In this column, I write about a lot of controversial stuff: Rape, abortion, transgender rights and even the ethics of breastfeeding as performance art.
Unsurprisingly, a lot of people disagree with me — both in the comments that follow my column, and on blogs and social media feeds.
I’m cool with that. I don’t write what I do just to be controversial, but I do need to be challenging — to shed light on tricky topics that I think we, as a community, can be a little complacent in discussing fairly and honestly.
Sometimes I’m right. Often I’m wrong. More often that that, none of you can agree one way or another.
But because of these difficult conversations I start, I’m often painted as “the bad guy” (and sometimes, not without justification.) As a result, I’ve been given the opportunity to observe certain patterns in the way we give criticism to our peers online that doesn’t always reflect well on us as a community.
There are certain words and phrases that far too many of us seem to fling about without thinking how these words actually mean something and are not appropriate to use in the way we often do.
My favorite? Accusations of “misogyny.”
Since writing Devil’s Advocate, I’ve been accused of being a misogynist more times that I can count. In fact, my column Is There Such A Thing As Female Privilege? resulted in me being called a misogynist in the comments section, across Twitter and through five whole pages of commentary on somebody’s Live Journal.
Misogyny is an all-too-common accusation — not just aimed towards me (although it frequently is) but also to other sex bloggers who write things that don’t quite toe the line of the sex positive “consensus” (if such a thing even exists).
But the thing is: most of those accused are not misogynists.
Misogyny is a term that stems from the Greek words “misos” and “gyny” — meaning “hatred” and “women.” It is a literal hatred of women; softened in more modern translation to refer the belief that women are somehow inferior to men.

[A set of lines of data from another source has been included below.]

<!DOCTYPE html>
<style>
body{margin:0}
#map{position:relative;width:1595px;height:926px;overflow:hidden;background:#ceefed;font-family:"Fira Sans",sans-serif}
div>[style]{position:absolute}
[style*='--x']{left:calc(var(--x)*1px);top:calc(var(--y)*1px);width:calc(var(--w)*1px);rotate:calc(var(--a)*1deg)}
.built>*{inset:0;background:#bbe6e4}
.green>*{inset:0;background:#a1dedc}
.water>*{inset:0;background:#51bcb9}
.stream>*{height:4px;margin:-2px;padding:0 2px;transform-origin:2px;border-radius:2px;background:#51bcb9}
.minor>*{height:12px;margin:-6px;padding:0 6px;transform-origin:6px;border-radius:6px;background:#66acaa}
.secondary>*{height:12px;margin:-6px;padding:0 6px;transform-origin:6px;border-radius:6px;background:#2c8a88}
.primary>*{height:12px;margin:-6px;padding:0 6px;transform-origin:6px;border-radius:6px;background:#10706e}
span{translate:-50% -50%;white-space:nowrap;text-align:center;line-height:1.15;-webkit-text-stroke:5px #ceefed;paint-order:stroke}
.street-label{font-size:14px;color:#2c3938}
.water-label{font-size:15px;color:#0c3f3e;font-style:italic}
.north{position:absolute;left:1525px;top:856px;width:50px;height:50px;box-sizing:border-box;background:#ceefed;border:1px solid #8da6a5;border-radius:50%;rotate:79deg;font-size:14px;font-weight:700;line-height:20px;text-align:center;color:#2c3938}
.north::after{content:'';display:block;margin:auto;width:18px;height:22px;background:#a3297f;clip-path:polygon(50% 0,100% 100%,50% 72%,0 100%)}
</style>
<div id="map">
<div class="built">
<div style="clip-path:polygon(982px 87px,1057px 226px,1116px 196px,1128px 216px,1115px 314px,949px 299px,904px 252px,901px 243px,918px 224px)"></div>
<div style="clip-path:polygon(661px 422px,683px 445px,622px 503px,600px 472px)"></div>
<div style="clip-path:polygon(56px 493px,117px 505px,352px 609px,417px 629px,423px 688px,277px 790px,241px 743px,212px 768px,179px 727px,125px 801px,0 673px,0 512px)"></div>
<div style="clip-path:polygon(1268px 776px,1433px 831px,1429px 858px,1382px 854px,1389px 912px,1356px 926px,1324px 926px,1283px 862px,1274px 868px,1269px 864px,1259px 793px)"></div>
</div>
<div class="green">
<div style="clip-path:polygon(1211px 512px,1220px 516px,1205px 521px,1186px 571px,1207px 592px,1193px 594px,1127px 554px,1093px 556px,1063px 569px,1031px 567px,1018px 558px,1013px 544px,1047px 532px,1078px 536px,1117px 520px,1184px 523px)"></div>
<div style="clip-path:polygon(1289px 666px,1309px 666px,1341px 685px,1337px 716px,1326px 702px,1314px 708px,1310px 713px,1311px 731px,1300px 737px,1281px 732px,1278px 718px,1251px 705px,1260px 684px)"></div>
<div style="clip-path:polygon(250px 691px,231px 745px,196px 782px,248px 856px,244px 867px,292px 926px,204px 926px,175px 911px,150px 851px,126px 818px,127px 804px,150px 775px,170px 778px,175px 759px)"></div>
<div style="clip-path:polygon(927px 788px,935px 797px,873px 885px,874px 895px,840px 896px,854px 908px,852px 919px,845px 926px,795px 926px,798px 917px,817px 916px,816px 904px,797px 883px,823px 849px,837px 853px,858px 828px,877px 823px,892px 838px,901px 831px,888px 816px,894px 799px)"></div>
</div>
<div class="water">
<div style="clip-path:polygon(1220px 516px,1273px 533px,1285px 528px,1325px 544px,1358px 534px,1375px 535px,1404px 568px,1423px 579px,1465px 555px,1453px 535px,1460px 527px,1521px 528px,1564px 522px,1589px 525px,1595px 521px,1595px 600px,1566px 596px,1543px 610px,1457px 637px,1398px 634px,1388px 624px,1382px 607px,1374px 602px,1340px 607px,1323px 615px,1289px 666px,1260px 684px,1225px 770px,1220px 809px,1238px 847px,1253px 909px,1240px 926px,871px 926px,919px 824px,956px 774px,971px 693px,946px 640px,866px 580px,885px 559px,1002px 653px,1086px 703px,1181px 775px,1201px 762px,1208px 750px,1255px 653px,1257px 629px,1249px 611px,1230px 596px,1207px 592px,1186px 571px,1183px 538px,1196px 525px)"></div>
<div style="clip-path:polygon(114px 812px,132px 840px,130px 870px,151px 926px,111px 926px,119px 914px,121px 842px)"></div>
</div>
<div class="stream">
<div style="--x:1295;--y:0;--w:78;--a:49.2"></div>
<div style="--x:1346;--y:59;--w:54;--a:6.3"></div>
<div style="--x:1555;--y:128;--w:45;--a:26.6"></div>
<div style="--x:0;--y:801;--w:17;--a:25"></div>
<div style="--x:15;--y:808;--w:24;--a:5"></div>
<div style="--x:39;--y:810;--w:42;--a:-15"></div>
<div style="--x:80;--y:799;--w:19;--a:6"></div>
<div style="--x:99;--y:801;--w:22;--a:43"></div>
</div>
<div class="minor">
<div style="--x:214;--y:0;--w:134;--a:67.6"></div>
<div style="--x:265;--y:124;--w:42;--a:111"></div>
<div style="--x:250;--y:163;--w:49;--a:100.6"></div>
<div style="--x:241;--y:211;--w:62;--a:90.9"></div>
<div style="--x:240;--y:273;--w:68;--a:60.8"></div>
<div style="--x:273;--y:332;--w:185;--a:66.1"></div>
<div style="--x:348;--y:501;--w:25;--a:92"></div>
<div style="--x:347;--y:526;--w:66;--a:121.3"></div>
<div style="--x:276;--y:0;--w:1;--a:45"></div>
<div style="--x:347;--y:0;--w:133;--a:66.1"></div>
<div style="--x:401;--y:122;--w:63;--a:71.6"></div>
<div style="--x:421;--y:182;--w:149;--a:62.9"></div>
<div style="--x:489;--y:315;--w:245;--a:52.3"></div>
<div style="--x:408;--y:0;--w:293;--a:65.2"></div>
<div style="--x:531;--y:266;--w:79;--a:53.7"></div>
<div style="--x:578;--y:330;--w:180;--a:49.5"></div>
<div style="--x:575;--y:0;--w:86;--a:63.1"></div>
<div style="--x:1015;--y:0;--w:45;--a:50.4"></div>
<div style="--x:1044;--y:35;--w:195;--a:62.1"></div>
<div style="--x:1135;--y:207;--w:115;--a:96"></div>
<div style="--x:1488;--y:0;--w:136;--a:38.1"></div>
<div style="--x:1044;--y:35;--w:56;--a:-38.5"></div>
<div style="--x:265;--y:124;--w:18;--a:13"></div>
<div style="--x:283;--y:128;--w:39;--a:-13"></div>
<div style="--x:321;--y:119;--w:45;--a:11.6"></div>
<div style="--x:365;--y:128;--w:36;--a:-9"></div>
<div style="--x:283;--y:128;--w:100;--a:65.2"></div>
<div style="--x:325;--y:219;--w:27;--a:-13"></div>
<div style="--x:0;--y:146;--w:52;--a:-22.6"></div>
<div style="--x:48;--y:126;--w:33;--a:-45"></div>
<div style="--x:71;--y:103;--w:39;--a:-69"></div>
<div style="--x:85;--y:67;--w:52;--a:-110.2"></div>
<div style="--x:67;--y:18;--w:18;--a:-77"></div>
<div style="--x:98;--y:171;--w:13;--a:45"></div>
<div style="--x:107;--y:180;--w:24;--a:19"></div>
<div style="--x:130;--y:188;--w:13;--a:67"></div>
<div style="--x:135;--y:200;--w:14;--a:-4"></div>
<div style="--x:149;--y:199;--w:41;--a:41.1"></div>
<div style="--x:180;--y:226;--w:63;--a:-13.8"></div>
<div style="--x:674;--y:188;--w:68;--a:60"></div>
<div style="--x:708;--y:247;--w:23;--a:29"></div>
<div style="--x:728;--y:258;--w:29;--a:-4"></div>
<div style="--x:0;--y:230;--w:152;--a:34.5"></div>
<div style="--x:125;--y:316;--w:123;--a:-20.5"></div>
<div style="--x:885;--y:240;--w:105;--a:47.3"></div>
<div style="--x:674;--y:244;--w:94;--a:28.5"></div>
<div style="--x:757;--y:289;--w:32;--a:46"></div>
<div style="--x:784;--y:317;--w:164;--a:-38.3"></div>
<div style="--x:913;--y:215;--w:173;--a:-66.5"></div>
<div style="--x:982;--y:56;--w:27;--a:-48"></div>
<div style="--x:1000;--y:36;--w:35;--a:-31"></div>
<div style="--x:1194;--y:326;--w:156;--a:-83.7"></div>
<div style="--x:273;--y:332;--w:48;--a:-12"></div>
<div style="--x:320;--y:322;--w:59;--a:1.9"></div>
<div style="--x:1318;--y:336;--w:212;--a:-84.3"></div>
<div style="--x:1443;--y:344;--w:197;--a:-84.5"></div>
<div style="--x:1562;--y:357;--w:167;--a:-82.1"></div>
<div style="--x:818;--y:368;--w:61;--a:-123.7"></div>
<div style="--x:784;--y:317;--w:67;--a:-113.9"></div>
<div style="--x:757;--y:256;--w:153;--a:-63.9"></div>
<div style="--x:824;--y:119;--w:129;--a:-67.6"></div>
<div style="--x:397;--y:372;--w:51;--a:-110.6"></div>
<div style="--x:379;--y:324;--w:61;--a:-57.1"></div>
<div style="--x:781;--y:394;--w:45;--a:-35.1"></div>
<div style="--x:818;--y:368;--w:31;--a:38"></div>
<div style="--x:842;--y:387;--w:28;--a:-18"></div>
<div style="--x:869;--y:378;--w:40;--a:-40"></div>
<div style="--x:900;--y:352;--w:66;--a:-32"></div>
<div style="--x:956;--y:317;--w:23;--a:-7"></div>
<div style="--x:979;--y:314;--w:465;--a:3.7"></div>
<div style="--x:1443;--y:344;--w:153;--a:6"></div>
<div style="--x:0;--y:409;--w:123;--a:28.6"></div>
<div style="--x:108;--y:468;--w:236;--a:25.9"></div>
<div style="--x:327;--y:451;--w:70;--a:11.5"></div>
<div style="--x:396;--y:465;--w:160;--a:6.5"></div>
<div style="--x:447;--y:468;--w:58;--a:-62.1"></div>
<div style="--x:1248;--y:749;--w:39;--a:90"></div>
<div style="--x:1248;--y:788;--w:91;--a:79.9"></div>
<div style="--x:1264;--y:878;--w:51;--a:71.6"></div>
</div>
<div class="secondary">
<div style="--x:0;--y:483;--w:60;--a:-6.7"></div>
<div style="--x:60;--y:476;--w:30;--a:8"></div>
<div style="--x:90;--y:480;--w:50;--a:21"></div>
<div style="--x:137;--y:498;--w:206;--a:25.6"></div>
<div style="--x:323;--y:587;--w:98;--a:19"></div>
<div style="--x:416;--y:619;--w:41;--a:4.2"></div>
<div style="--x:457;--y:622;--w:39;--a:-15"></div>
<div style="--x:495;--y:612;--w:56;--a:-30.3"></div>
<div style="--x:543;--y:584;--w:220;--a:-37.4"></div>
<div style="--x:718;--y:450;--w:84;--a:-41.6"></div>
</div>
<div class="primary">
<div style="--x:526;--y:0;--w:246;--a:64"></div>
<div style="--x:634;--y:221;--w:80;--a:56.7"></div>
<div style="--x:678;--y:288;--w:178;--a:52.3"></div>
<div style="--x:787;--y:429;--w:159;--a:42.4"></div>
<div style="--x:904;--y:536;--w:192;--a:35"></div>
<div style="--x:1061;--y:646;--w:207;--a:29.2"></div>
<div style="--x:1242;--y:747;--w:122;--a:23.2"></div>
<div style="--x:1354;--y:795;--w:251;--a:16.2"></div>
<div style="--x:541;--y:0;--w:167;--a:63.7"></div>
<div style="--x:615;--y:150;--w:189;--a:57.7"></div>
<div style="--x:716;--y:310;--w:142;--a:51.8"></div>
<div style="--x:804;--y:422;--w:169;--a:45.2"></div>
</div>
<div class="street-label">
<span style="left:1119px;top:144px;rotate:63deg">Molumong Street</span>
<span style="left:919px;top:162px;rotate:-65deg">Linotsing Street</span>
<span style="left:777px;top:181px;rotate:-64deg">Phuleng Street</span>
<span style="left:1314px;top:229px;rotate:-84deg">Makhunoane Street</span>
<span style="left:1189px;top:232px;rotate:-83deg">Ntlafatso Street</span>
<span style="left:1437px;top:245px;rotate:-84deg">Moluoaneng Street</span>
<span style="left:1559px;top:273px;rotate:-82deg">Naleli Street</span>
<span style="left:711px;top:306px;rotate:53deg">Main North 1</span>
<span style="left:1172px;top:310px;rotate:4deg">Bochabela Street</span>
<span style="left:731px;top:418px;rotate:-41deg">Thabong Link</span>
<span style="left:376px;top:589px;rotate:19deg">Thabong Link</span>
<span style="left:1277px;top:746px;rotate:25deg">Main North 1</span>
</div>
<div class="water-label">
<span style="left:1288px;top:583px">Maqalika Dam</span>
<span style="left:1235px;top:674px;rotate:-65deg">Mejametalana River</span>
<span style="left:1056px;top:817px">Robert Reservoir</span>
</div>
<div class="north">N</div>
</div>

I certainly don’t feel that women are inferior to men, and have never written anything that would suggest that I did. In fact, I was raised in a family of remarkably strong, capable women, so would argue that my attitude towards women is the complete opposite.
Many of the other male bloggers who’ve similarly been accused of misogyny would probably feel they, too, were being slandered by this accusation.
You see, merely challenging dogmatic feminist theory, as I did in my article, does not make me a misogynist. Perhaps if you want a real example of misogyny, you should look to people who actually use sexist and derogatory terms to slander women — like those who accuse Sarah Palin of being nothing but an “idiotic cunt.”
The problem is: how many are amongst the crowd who accuse me of the same thing (Can Feminists Ditch the Misogyny?)?
There are other very serious, very offensive accusations that are thrown about just as casually. I was recently accused of anti-Semitism for my article Bad Science Doesn’t Justify Male Circumcision, merely because I was opposed to the practice of infant circumcision (not that I ever even mentioned the religious justification for circumcision – merely questioned the scientific one).
Sadly, it’s not even the first time — some wag made similar Nazi comparisons when discussing my article Birth Certificates and Transgender.
Now, I’m not writing this because I’m a wounded little soldier, offended by these mean accusations (or “butthurt”, as one critic once accused me of acting, which was funny since we’d been talking about rape, of all topics, and butthurt is a disrespectful reference to anal rape). I’m writing this because the casual way we embrace hyperbole and throw around these serious, meaningful accusations in a non-meaningful way makes us all look like idiots.
This casual name-calling is one of the chief reasons why the sex positive community continues to have difficulty engaging constructively with a more mainstream audience.
Just because these people don’t always concur completely with what’s considered the ‘right’ opinion on controversial topics doesn’t always mean they’re wrong — or, at least, completely wrong. It does not justify them being lumped in with the religious conservatives, right-wing pundits and dangerous social engineers who comprise the true sexists, bigots and women-haters of America.
There’s a spectrum of sexual positivity in this country and it extends far more liberally than just beyond what you think is right and wrong. Having an opinion that doesn’t match yours does not automatically qualify someone as a hater of all women or Jews or transgendered people (or which ever group is under discussion).
The ease and enthusiasm some members of the sex positive community have for name-calling and outrageous accusations is offensive, unwarranted and alienates the very audience to whom we are trying to reach out. It also serves to dilute the power and meaning of these words when they are used for any and all statements with which you might disagree.
So the next time you read something that offends your sensibilities, think twice before you casually throw off an accusation of misogyny, racism, sexism or worse. You could end up looking more close-minded (or worse, your audience will simply tune out your heavy-handed accusations) than the author of whatever offended you in the first place.